JuliaLang / julia

The Julia Programming Language
https://julialang.org/
MIT License
45.55k stars 5.47k forks source link

canonicalize unicode identifiers #5434

Closed stevengj closed 10 years ago

stevengj commented 10 years ago

As discussed on the mailing list, It is very confusing that

const μ = 3
µ + 1

throws a µ not defined exception (because unicode codepoints 0x00b5 and 0x03bc are rendered almost identically). This could easily be encountered in real usage because option-m on a Mac produces 0x00b5 ("micro sign"), which is different from 0x03bc ("Greek small letter mu").

It would be good if Julia internally stored a table of easily confused Unicode codepoints, i.e. homoglyphs, and used them to help prevent these sorts of confusions. Three possibilities are:

My preference would be for the third option. I don't see any useful purpose being served by treating μ and µ as distinct identifiers.

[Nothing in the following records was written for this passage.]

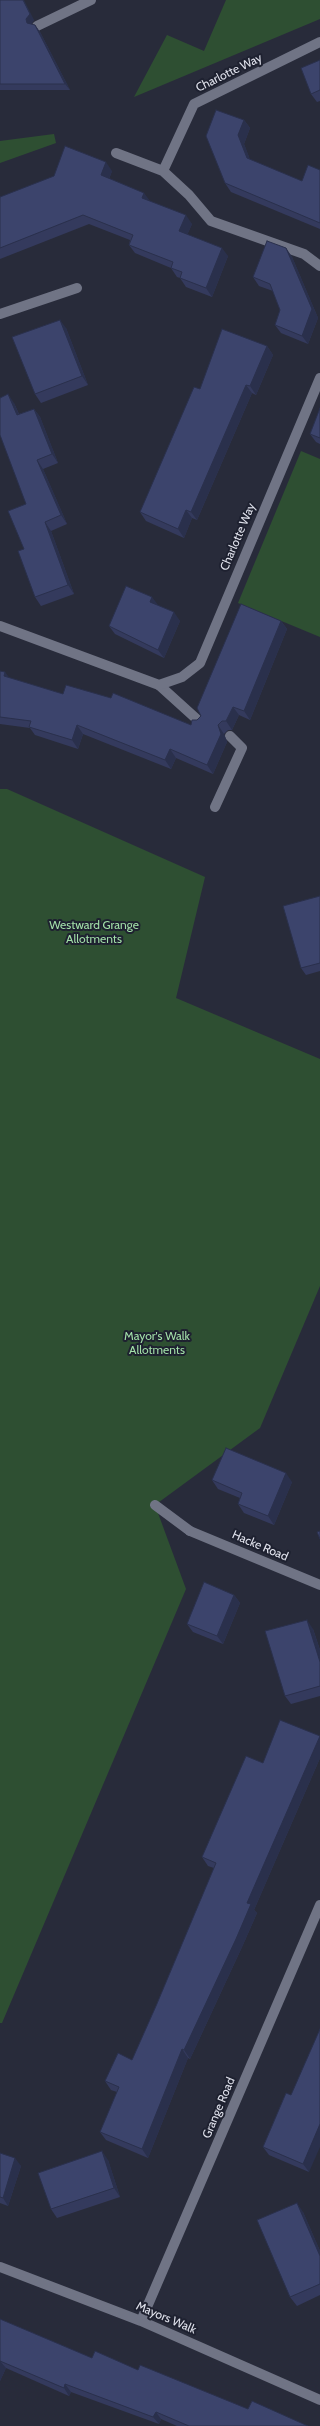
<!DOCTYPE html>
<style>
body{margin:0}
canvas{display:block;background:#282b3a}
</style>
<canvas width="320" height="2426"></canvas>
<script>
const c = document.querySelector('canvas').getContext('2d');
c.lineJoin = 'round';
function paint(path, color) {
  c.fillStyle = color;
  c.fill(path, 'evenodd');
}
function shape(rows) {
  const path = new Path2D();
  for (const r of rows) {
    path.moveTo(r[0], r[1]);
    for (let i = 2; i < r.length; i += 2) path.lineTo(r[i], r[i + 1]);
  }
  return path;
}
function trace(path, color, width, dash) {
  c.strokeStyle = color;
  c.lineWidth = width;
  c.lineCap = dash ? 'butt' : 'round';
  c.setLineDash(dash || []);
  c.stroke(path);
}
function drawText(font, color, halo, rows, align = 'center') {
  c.font = font + ' Cabin,sans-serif';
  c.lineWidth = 4;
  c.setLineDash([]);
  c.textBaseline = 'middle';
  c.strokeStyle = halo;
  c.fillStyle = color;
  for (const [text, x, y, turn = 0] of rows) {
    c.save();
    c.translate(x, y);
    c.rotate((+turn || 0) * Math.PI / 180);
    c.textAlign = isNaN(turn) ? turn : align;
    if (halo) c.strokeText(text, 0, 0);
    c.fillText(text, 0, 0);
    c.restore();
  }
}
paint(shape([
 [226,0,320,0,320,19,134,97,167,35,204,51],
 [54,134,56,143,0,163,0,141],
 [301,451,320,459,320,637,238,603],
 [0,789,7,789,205,877,176,998,320,1059,320,1286,260,1428,155,1505,186,1589,2,2023,0,2023]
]), '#2e4f32');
trace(shape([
 [37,26,91,0],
 [159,685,201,723],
 [215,807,242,748,230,736],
 [155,1505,190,1531]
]), '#707485', 10);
trace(shape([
 [116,153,163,171,189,195,211,221,304,254,320,266],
 [163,171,194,104,320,42],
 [0,314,77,288],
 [0,626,159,685,182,677,200,663,320,378],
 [190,1531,320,1585]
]), '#707485', 10);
trace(shape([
 [0,2267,141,2321,320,2400],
 [141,2321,320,1905]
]), '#707485', 10);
paint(shape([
 [0,0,34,20,31,24,35,25,40,32,70,90,0,90],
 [320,60,320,101,317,102,311,94],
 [244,120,250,128,244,144,250,160,302,181,320,170,320,229,231,192,225,183],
 [112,171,109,179,192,224,187,235,228,256,212,297,186,287,180,278,177,277,171,268,135,253,129,245,130,240,89,224,0,259,0,197],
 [286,248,292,257,318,318,308,344,281,333,275,325,280,310,273,291,259,286,253,277],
 [66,328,88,385,41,403,35,394],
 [267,346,273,355,256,395,252,393,197,520,192,518,184,538,146,521,140,512,200,389],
 [14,403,19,414,34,409,40,417,58,463,43,469,67,524,51,531,74,594,41,606,35,597,24,549,26,504],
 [320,408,320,444,316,442,310,434],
 [158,605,180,621,164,658,115,634,109,626],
 [281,621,287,629,250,720,239,715,232,730,228,730,224,734,227,742,213,774,176,758,171,769,83,734,78,749,35,735,30,728,0,724,0,671,9,678,63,694,191,725,197,720],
 [320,896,320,971,306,975,301,968],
 [212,1480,292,1482,274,1525,244,1513,238,1504,240,1498,218,1489],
 [234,1595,240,1603,223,1644,193,1632,187,1624],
 [313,1629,320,1650,320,1696,291,1704,285,1696],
 [320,1736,320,1758,254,1910,257,1913,242,1947,190,2059,188,2058,148,2158,106,2140,100,2132,117,2092,111,2090,105,2081,132,2060,156,2006,214,1868,208,1866,202,1857,263,1763],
 [286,2093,309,2172,269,2155,263,2147],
 [0,2153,21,2166,8,2206,0,2203],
 [108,2160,120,2197,57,2218,51,2209],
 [303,2212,320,2251,320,2295,297,2306,290,2297],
 [0,2319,92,2358,138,2370,248,2409,308,2426,177,2426,161,2419,159,2424,71,2392,69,2396,6,2368,0,2381]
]), '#343a5d');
paint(shape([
 [23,0,24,0,34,20,31,25,27,23],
 [35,25,40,32,70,90,65,84],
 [244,120,250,128,244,144,253,167,247,158,238,135],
 [106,162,112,171,107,184,101,175],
 [144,193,150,201,142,198],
 [186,215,192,224,185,240,179,231],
 [222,248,228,256,212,297,206,288],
 [286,248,292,257,318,318,308,344,302,336],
 [60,320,66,328,88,385,82,376],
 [267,346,273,355,256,395,250,386],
 [246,385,252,393,197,520,191,512],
 [8,394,14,403,23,424,17,415],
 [34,409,40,417,58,463,52,454],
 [37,460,43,469,67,524,61,515],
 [186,510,192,518,184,538,178,529],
 [45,522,51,531,74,594,68,585],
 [152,597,158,605,156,611,150,602],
 [174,612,180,621,164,658,158,650],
 [281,621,287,629,250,720,244,711],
 [5,672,11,680,4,676],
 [233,707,239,715,232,730,226,721],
 [77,725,83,734,78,749,72,740],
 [218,725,224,734,227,742,213,774,207,765],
 [170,749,176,758,171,769,165,760],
 [286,1473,292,1482,274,1525,268,1516],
 [234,1595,240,1603,223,1644,217,1636],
 [307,1620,313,1629,320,1650,320,1662],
 [320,1736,320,1758,254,1910,257,1913,242,1947,190,2059,184,2050,247,1903],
 [182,2049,188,2058,148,2158,142,2149],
 [320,2124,320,2147,309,2172,303,2164],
 [102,2151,108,2160,120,2197,114,2188],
 [15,2158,21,2166,8,2206,3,2198],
 [297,2203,303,2212,320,2251,320,2256],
 [0,2361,6,2368,0,2381],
 [65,2384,71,2392,69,2396,64,2388],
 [156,2412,161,2419,159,2424,153,2417]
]), '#2a304c');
const building = shape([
 [0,0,23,0,30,14,26,19,27,23,35,25,65,84,0,84,0,0],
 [320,60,320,90,311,94,301,68,320,60],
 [216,110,244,120,238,135,247,158,302,181,308,165,320,170,320,223,225,183,206,136,216,110],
 [65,146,106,162,101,175,144,193,142,198,186,215,179,231,222,248,206,288,180,278,182,272,171,268,173,262,129,245,133,235,83,215,0,248,0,197,54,176,65,146],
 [267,241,286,248,312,309,302,336,275,325,280,310,270,284,253,277,267,241],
 [60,320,82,376,35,394,12,337,60,320],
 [222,329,267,346,250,386,246,385,191,512,186,510,178,529,140,512,194,387,200,389,222,329],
 [8,394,17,415,34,409,52,454,37,460,61,515,45,522,68,585,35,597,18,551,24,549,8,511,26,504,0,435,0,398,8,394],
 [320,408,320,438,310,434,320,408],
 [126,586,152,597,150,602,174,612,158,650,109,626,126,586],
 [241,604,281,621,244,711,233,707,226,721,222,721,218,725,221,734,207,765,170,749,165,760,77,725,72,740,29,727,31,721,0,717,0,671,5,672,4,676,63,694,66,685,111,698,113,693,191,725,192,720,197,720,201,716,197,708,241,604],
 [320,896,320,963,301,968,283,906,320,896],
 [226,1448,286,1473,268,1516,238,1504,242,1493,212,1480,226,1448],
 [320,1531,320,1539,317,1532,320,1531],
 [204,1582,234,1595,217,1636,187,1624,204,1582],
 [307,1620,320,1662,320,1686,285,1696,265,1631,307,1620],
 [280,1720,320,1736,247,1903,251,1904,236,1939,184,2050,182,2049,142,2149,100,2132,119,2087,105,2081,118,2053,132,2060,156,2006,216,1863,202,1857,246,1756,263,1763,280,1720],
 [320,2029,320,2124,303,2164,263,2147,286,2093,291,2095,320,2029],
 [102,2151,114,2188,51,2209,38,2173,102,2151],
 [0,2153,15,2158,3,2198,0,2197,0,2153],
 [297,2203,320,2256,320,2284,290,2297,257,2220,297,2203],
 [0,2319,92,2358,95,2351,138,2370,140,2365,248,2409,252,2401,308,2426,189,2426,156,2412,153,2417,65,2384,64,2388,0,2361,0,2362,0,2319]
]);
paint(building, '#3c446c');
trace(building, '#2a304c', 1);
drawText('12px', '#e0e2ec', '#1e2130', [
 ["Charlotte Way",229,73,-26],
 ["Charlotte Way",238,537,-67],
 ["Hacke Road",260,1546,23],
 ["Grange Road",219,2108,-67],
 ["Mayors Walk",166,2318,23]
]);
drawText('12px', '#a2dfa8', '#1e2130', [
 ["Westward Grange",94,925],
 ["Allotments",94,939],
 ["Mayor's Walk",157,1336],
 ["Allotments",157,1350]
]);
</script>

johnmyleswhite commented 10 years ago

+100 for this. Any strategy for ensuring that homoglyphs are merged seems like a big improvement to me.

toivoh commented 10 years ago

+1 for canonicalizing everything.

stevengj commented 10 years ago

(We should probably also normalize the Unicode identifiers, in addition to canonicalizing homoglyphs.)

stevengj commented 10 years ago

On possible software package that we could adapt for this might be utf8proc, which is MIT-licensed and fairly compact (600 lines of code plus a 1M data file). It looks like it does Unicode normalization, but not homograph canonicalization (except for a small number of special cases?). Looks like it handles homoglyphs for us.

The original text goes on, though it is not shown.